She was gifted artist of the likes I hadn't seen before in only grade four. With her golden head bent over her paper, she carefully created drawings that took my breath away with their intricate beauty. Her sweet smile, sunny disposition, and quick answers made her one of the most pleasant students to be around, except for one thing.
She couldn't read.
Over time, it was something that she had learned to hide. Some people may not have noticed, but I did; and she knew I could see through her attempt to hide it.
If assignments were given that required reading, her eyes, full of panic, would find mine.
"It's okay," I'd silently mouth to her. "We'll figure it out."
Her tense shoulders would relax just a little, and she'd smile back with uncertainty. I knew how she felt; she had confided to me at recess that she felt stupid, and school was just too hard. She hated it. At times she hated herself.
"Everyone thinks I'm so dumb," she cried. I had tried my best to wipe her tears, to share with her what a special, beautiful child I thought she was, but no matter what I said, it didn't soothe her battered spirit.
It's hard being a paraprofessional. I see all these amazing children; so full of promise and with such amazing talents, most of whom believe they aren't worth anything. They believe that just because they learn differently, they can't learn at all. Some have nobody in their corner fighting for them. Some don't even have breakfast or a coat to wear.
Sometimes the mountain seems so insurmountable that you feel like if you stop even for a second, the pain and despair will swallow you whole. There are so many children who are lost that you don't even know where to begin.

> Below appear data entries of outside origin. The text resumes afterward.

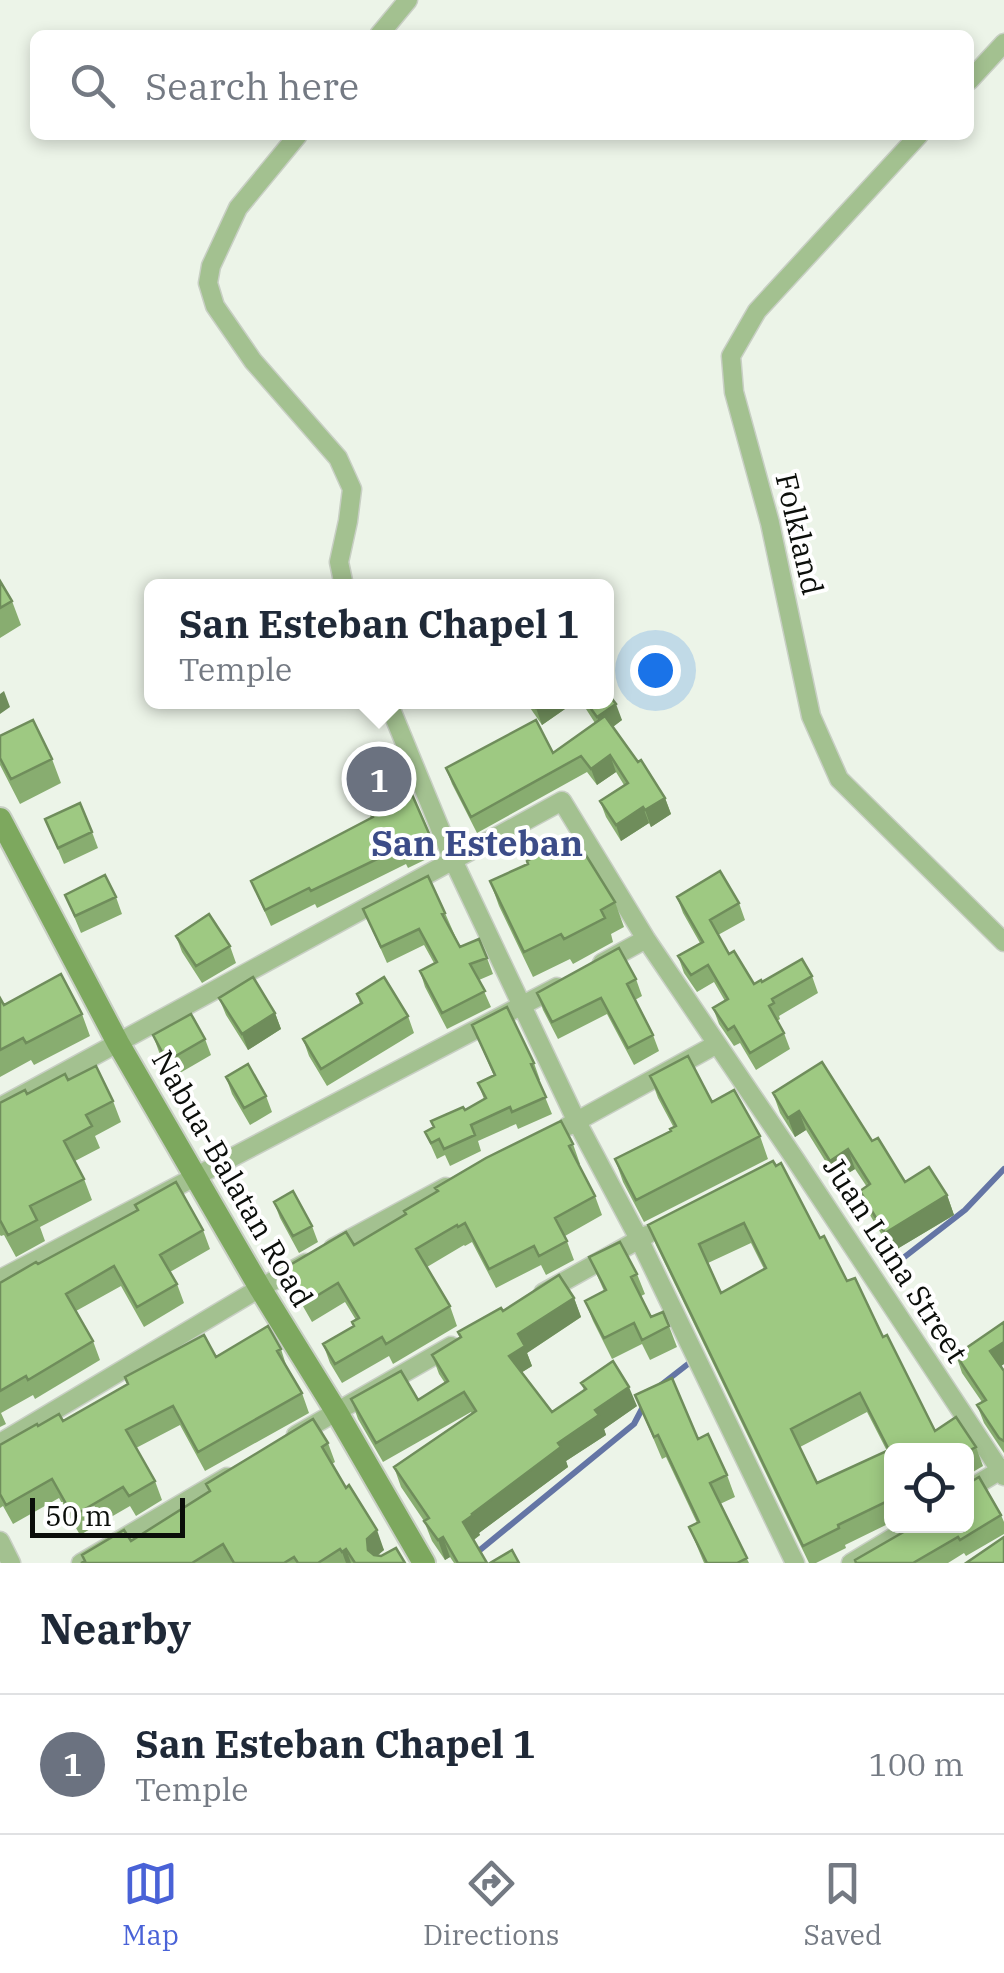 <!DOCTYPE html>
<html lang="en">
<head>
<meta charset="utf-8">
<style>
  :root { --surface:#fff; --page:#f2f2f3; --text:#1f2937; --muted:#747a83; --line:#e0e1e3; --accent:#4962d7 }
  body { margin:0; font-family:"IBM Plex Serif",serif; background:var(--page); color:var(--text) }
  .controls { position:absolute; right:30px; bottom:30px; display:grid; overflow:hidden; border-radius:15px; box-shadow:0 5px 15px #0003 }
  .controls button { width:90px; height:90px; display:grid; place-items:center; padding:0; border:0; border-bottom:2px solid var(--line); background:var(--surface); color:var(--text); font:50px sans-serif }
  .scale { position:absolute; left:30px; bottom:25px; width:155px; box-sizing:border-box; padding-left:10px; border:5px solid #0b0e0a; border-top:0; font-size:28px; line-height:35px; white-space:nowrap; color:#0b0e0a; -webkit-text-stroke:8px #fff; paint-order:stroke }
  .you { position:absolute; left:655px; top:670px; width:35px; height:35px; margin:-25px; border:8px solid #fff; border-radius:50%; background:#1a73e8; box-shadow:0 0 0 15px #1a73e833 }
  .badge { display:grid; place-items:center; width:65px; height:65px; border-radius:50%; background:var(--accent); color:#fff; font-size:32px; font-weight:700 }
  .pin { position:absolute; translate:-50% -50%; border:5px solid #fff; box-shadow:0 2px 10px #0006 }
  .popup { position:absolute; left:144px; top:579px; width:470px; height:130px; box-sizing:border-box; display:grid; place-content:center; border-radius:15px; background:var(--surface); filter:drop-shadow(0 2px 8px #0005); font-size:32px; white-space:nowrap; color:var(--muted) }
  .popup b { font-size:38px; color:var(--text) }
  .popup::after { content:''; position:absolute; left:50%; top:100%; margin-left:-20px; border:20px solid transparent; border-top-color:var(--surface) }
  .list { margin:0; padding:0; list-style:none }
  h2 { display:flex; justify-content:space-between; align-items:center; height:130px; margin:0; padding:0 40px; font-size:42px }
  h2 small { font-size:32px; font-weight:400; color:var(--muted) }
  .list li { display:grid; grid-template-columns:65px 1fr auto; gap:30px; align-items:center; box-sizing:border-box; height:140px; padding:0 40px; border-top:2px solid var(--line) }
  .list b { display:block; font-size:38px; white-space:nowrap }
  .list p { margin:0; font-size:32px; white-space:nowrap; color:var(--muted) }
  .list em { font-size:32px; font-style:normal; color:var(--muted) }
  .icon { flex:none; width:55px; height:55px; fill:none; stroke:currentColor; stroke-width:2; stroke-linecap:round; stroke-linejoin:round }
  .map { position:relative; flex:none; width:1004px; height:1563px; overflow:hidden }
  .search { position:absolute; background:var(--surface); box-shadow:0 5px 15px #0003; left:30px; right:30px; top:30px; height:110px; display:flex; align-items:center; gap:25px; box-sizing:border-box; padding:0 35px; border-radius:15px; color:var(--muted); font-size:38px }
  .sheet { height:270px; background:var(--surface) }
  nav { display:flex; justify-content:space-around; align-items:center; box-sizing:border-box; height:140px; border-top:2px solid var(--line); background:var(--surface); font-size:28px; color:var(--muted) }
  nav a { display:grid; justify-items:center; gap:5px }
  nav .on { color:var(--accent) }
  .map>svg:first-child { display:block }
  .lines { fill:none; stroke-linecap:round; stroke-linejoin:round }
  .stream { stroke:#6475a5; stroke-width:6 }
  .street-casing { stroke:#c8cfc4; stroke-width:21 }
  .secondary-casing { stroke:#c8cfc4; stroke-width:26 }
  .street { stroke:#a3c190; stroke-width:18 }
  .secondary { stroke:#7da85e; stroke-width:22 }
  .wall { fill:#88ad70; fill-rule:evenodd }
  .shaded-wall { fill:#6f8d5b }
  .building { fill:#9ec982; stroke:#6f8d5b; stroke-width:2.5; fill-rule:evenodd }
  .labels { text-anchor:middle; stroke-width:8; stroke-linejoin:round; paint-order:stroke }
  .street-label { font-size:30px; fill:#0b0e0a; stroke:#fff }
  .quarter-label { font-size:35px; font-weight:bold; fill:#3c4c88; stroke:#fff }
</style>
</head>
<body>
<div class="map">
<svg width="1004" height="1563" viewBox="0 0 1004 1563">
  <rect width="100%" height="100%" fill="#ecf4e8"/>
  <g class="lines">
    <path class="stream" d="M889 1269 965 1210 1004 1169
      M661 1385 688 1364
      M464 1563 634 1424 644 1405"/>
    <g class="street-casing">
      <path id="street" d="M379 35 408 0
        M969 81 1004 43
        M298 135 238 208 211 266 208 283 215 306 253 361 338 458 352 489 348 521 339 562 344 586
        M919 135 757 311 731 356 734 392 770 523 811 716 839 779 1004 942
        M388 702 453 860 577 1122 639 1239 795 1563
        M602 963 646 939
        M0 1107 562 801 646 939 795 1159 1004 1476
        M568 1126 717 1044
        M333 1248 446 1187
        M0 1279 557 987
        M543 1293 647 1235
        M296 1435 451 1346
        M0 1443 260 1288 306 1263
        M966 1491 1004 1468
        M0 1541 11 1563
        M81 1563 227 1477
        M851 1563 912 1526"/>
    </g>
    <g class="secondary-casing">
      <path id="secondary" d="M0 819 118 1043 260 1288 336 1411 424 1563"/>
    </g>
    <use href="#street" class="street"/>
    <use href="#secondary" class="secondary"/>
  </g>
  <path class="wall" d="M0 581 12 601 21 625 0 638Z
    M401 702H415L404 707Z
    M526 702H575L542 725Z
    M583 702H606L622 720 613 727 665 798 671 814 651 827 649 823 621 841 606 817 600 801 624 785 616 772 597 785 587 772 477 833 452 784 446 768 553 753 595 723 586 709Z
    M0 736 52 759 61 783 20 804 0 765Z
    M359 787 431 838 437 854 408 868 406 864 317 908 315 904 271 926 251 881 371 818Z
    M45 819 92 832 98 848 64 864Z
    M490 881 615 902 624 927 611 934 613 942 573 964 570 959 533 977 499 906Z
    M65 895 116 897 122 914 81 933Z
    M677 897 739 903 745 920 718 935 729 954 754 984 812 976 818 993 779 1016 780 1019 777 1021 784 1033 790 1049 756 1070 740 1043 734 1046 719 1024 713 1008 725 1001 714 982 697 992 684 973 678 956 700 943 683 913Z
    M363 909 445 913 460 947 487 958 493 974 479 980 491 1007 447 1029 425 987 420 971 434 963 424 945 387 963Z
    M176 936 230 946 236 963 202 983 182 952Z
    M636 979 642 996 635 1000 653 1035 659 1051 634 1065 607 1014 558 1039 543 1010 537 993Z
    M357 994 408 1016 414 1033 327 1086 309 1056 303 1039 360 1004Z
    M0 998 4 1005 82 1014 90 1036 34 1065 31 1060 0 1077Z
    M219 998 275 1013 281 1029 248 1050 226 1015Z
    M472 1025 534 1063 540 1080H538L552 1114 518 1129 516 1124 478 1141 481 1151 450 1166 445 1155 437 1159 425 1132 484 1099 478 1083 494 1076Z
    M153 1035 205 1039 211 1055 173 1077 159 1052Z
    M650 1076 712 1102 760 1136 768 1159 644 1222 623 1182 615 1159 671 1131 674 1128 658 1098Z
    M226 1077 266 1096 272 1112 250 1125 232 1094Z
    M68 1080 113 1101 121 1122 95 1136 100 1148 75 1161 84 1179 92 1200 40 1227 45 1241 16 1257 4 1235 1 1236 0 1235V1103Z
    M773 1093 872 1141 905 1182 947 1195 954 1215 892 1252 867 1210 860 1191 867 1187 855 1169 837 1180 806 1130 795 1137 780 1113Z
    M573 1144 580 1164H578L595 1196 602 1215 565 1236 574 1260 546 1275 541 1265 496 1288 472 1242 465 1246 464 1245 427 1267 450 1306 457 1326 393 1364 389 1356 342 1383 330 1363 323 1344 353 1326 356 1320 345 1302 312 1322 292 1287 285 1268 354 1245Z
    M773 1161 883 1337 935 1431 976 1447 983 1466 966 1476V1450H892V1522L845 1545 846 1548 816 1563H809L656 1245 648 1225ZM751 1243 764 1269 721 1293 708 1263ZM867 1412 887 1451 817 1483 800 1447Z
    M274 1202 312 1226 318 1242 299 1253 280 1218Z
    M135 1205 203 1230 210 1249 170 1272 177 1284 184 1303 144 1327 121 1286 76 1311 93 1341 100 1360 35 1399 33 1395 1 1413 6 1424 0 1427V1283L38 1264 137 1210Z
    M589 1257 637 1274 645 1294 641 1296 651 1317 669 1326 677 1347 650 1360 642 1344 612 1359 593 1321 585 1301 604 1291Z
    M574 1298 581 1317 527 1353 532 1366 522 1372 552 1412 584 1390 581 1383 637 1406 604 1429 606 1435 566 1461 568 1467 479 1533 480 1535 474 1540 487 1563H454L450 1557 445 1560 432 1541 424 1521 401 1487 394 1467 472 1414 471 1412 383 1462 358 1419 351 1399 418 1400 445 1383 439 1374 432 1355 460 1338 458 1332 503 1311Z
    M281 1349 287 1368 302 1393 309 1413 205 1471 180 1425 136 1448 155 1481 162 1500 136 1516 130 1506 80 1535 59 1498 13 1524 3 1506 0 1508V1445L38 1426 63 1421 127 1384 125 1377 216 1357Z
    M956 1355 1004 1364 1001 1366 1004 1371V1453L984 1423 977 1405 982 1402 962 1373Z
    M635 1395 698 1439 727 1475 735 1497 720 1504 749 1563H704L689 1527 697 1523 666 1457 662 1459Z
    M328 1443 335 1462 332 1464 384 1550 377 1556 405 1563H81L84 1561 82 1555 131 1541 209 1492 206 1484Z
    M1001 1515 1004 1522V1534L966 1556 964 1553 948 1563H856Z"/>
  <path class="shaded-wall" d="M4 691 10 707 0 714V694Z
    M545 702H575L542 725 536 708Z
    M616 704 622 720 603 734 597 717Z
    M610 755 616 772 597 785 591 769Z
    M665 798 671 814 651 827 645 810Z
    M643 807 649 823 621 841 616 825Z
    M275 1013 281 1029 248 1050 242 1034Z
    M799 1111 806 1130 795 1137 788 1118Z
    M848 1149 855 1169 837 1180 830 1161Z
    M947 1195 954 1215 892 1252 885 1233Z
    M574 1298 581 1317 527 1353 532 1366 516 1376 509 1356 518 1334Z
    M1004 1342V1364L997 1369 990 1351Z
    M629 1387 637 1406 604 1429 606 1435 566 1461 568 1467 479 1533 480 1535 470 1542 463 1522 472 1514 595 1410Z
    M377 1530 384 1550 374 1558 368 1550 367 1539Z
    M443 1537 450 1557 445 1560 438 1540Z
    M346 1549 351 1563H346L342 1552Z"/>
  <path class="building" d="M0 581 12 601 0 608Z
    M606 691 616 704 597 717 586 702H606Z
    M531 702H545L536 708Z
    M605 716 638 762 641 760 665 798 645 810 643 807 616 825 600 801 628 783 610 755 591 769 581 756 471 817 446 768 536 720 553 753Z
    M33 720 52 759 11 779 0 758V736Z
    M400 767 431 838 402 852 400 848 311 891 309 888 265 910 251 881 373 817 359 787Z
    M80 803 92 832 58 848 45 819Z
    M574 836 615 902 601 910 605 918 564 939 561 934 524 952 490 881 528 864 527 861Z
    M720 871 739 903 710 920 729 954 734 951 754 984 761 980 762 982 802 959 812 976 772 999 774 1003 769 1006 784 1033 750 1053 734 1026 728 1030 713 1008 728 999 708 965 691 975 678 956 703 942 677 897Z
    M105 875 116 897 75 916 65 895Z
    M428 876 445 913 442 914 460 947 479 939 487 958 470 964 485 991 442 1013 420 971 437 962 419 929 381 947 363 909Z
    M209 914 230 946 196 966 176 936Z
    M619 948 636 979 627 984 653 1035 628 1048 601 998 552 1022 537 993Z
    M61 974 82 1014 26 1043 23 1038 0 1050V998L4 1005Z
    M253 977 275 1013 242 1034 219 998Z
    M384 977 408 1016 321 1069 303 1039 362 1003 357 994Z
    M507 1007 534 1063 531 1064 546 1097 512 1112 510 1107 471 1125 475 1135 444 1149 439 1139 431 1143 425 1132 434 1127 431 1121 463 1107 465 1110 486 1098 478 1083 495 1075 472 1025Z
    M191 1014 205 1039 167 1061 153 1035Z
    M688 1056 712 1102 734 1090 760 1136 636 1200 615 1159 671 1131 670 1129 676 1126 650 1076Z
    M822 1062 872 1141 878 1138 905 1182 929 1167 947 1195 885 1233 860 1191 870 1184 848 1149 830 1161 799 1111 788 1118 773 1093Z
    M248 1064 266 1096 244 1108 226 1077Z
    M96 1066 113 1101 86 1115 92 1126 64 1141 84 1179 30 1206 37 1220 8 1235 0 1220V1103L25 1090 27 1094 65 1074 68 1080Z
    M561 1121 573 1144 569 1146 595 1196 555 1218 567 1241 539 1256 534 1246 489 1269 465 1223 458 1227 457 1225 416 1249 450 1306 386 1344 382 1337 335 1364 323 1344 354 1326 352 1322 359 1318 338 1283 305 1303 285 1268 346 1232 354 1245 406 1214 404 1211 438 1191 435 1188 486 1158Z
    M773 1161 776 1166 781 1163 820 1238 824 1236 847 1281 855 1278 883 1337 887 1335 935 1431 956 1417 976 1447 966 1452V1450H934L931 1445 920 1450H892V1499L838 1525 839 1528 803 1546 648 1225ZM744 1223 766 1268 721 1293 699 1244ZM860 1393 889 1450 817 1483 791 1429Z
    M176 1182 203 1230 160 1255 177 1284 137 1307 114 1266 66 1294 93 1341 28 1380 26 1376 0 1391V1283L36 1262 38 1264 138 1210 135 1205Z
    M293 1191 312 1226 293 1236 274 1202Z
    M620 1242 637 1274 631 1277 651 1317 663 1312 669 1326 642 1340 634 1323 604 1338 585 1301 606 1290 589 1257Z
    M559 1275 574 1298 518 1334 525 1346 509 1356 552 1412 586 1389 581 1383 613 1361 629 1387 595 1410 599 1415 558 1443 561 1447 472 1514 473 1515 463 1522 487 1563H458L443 1537 438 1540 424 1521 429 1518 394 1467 476 1411 464 1392 376 1443 351 1399 401 1371 418 1400 448 1381 432 1355 461 1337 458 1332 501 1308 503 1311Z
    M1004 1322V1342L990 1351 1004 1371V1441L999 1438 977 1405 986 1400 956 1355Z
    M268 1326 281 1349 277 1351 302 1393 198 1452 173 1406 126 1430 155 1481 129 1496 123 1487 73 1516 52 1479 6 1505 0 1494V1445L37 1424 38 1426 59 1414 63 1421 128 1384 125 1377 204 1335 216 1357Z
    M672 1378 698 1439 708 1434 727 1475 710 1483 747 1558 737 1563H707L689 1527 699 1522 658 1435 654 1437 635 1395Z
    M313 1419 328 1443 322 1447 346 1488 349 1485 377 1530 367 1539 368 1550 374 1555 381 1556 396 1548 405 1563H355L346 1549 342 1552 340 1549 318 1563H298L294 1557 284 1563H234L223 1544 192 1563H81L85 1561 82 1555 124 1530 131 1541 210 1491 206 1484Z
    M979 1477 1001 1515 960 1540 958 1537 913 1563H856L855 1560 914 1526H966V1485Z
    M1004 1537V1563H966Z
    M512 1550 519 1563H490Z"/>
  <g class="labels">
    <g class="street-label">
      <text transform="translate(799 534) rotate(77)" y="10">Folkland</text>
      <text transform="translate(232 1179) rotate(60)" y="10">Nabua-Balatan Road</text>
      <text transform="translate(895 1260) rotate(57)" y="10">Juan Luna Street</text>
    </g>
    <g class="quarter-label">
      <text x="477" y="856">San Esteban</text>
    </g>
  </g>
</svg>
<div class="controls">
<button><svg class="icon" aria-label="locate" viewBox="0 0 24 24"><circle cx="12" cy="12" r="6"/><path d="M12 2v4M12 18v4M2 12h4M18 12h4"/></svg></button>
</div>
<div class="scale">50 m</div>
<div class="you"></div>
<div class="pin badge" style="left:379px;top:779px;background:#6b7280">1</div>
<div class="popup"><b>San Esteban Chapel 1</b>Temple</div>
<div class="search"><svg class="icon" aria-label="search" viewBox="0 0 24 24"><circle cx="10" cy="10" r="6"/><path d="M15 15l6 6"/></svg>Search here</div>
</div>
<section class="sheet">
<h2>Nearby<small></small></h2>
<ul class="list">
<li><span class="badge" style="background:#6b7280">1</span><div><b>San Esteban Chapel 1</b><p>Temple</p></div><em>100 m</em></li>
</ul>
</section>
<nav>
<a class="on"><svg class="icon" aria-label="map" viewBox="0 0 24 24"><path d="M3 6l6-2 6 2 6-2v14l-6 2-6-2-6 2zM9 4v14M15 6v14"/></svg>Map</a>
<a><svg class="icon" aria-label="directions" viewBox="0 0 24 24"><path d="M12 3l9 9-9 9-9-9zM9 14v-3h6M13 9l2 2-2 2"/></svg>Directions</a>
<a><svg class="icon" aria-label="saved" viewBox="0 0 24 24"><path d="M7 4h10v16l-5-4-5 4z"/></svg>Saved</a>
</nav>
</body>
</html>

That afternoon during math I looked up to find that she was gone; and upon further investigation I found her curled up in the back of the cloakroom, weeping softly into her coat.
A boy had called her retarded when she couldn't read the word problems in her book, and this one act had been the final straw.
"I am so STUPID." she spat, tears rolling down her cheeks.
Ignoring all reason; we're not supposed to ever touch the kids, I gathered her in my arms and held her while she sobbed.
"You are amazing, don't you know? Remember that test you did so well on? How could you do that if you were stupid?"
"You helped me," she hiccuped softly.
"No," gently, I turned her to look in my eyes, which were also full of tears. "I taught you a different way to learn. It was your brain that did it. You knew the answers, I didn't give them to you. You CAN learn. You ARE smart. We just have to find a different way. There is so much more to life than school, sweetie. We'll figure it out together, okay? Please don't give up. You are far too amazing and beautiful to let this beat you. Believe it. Fight for it. "
Pushing a stray hair out of her face, she closed her eyes and sighed.
"I don't know if I can do it."
Grabbing her hand, I gave it a gentle squeeze.
"That's okay. You take a rest for now. I know that sometimes it's hard to believe, and that's okay. Until you can though, I'm going to believe it for you. "
Sometimes, you just have to save one at a time.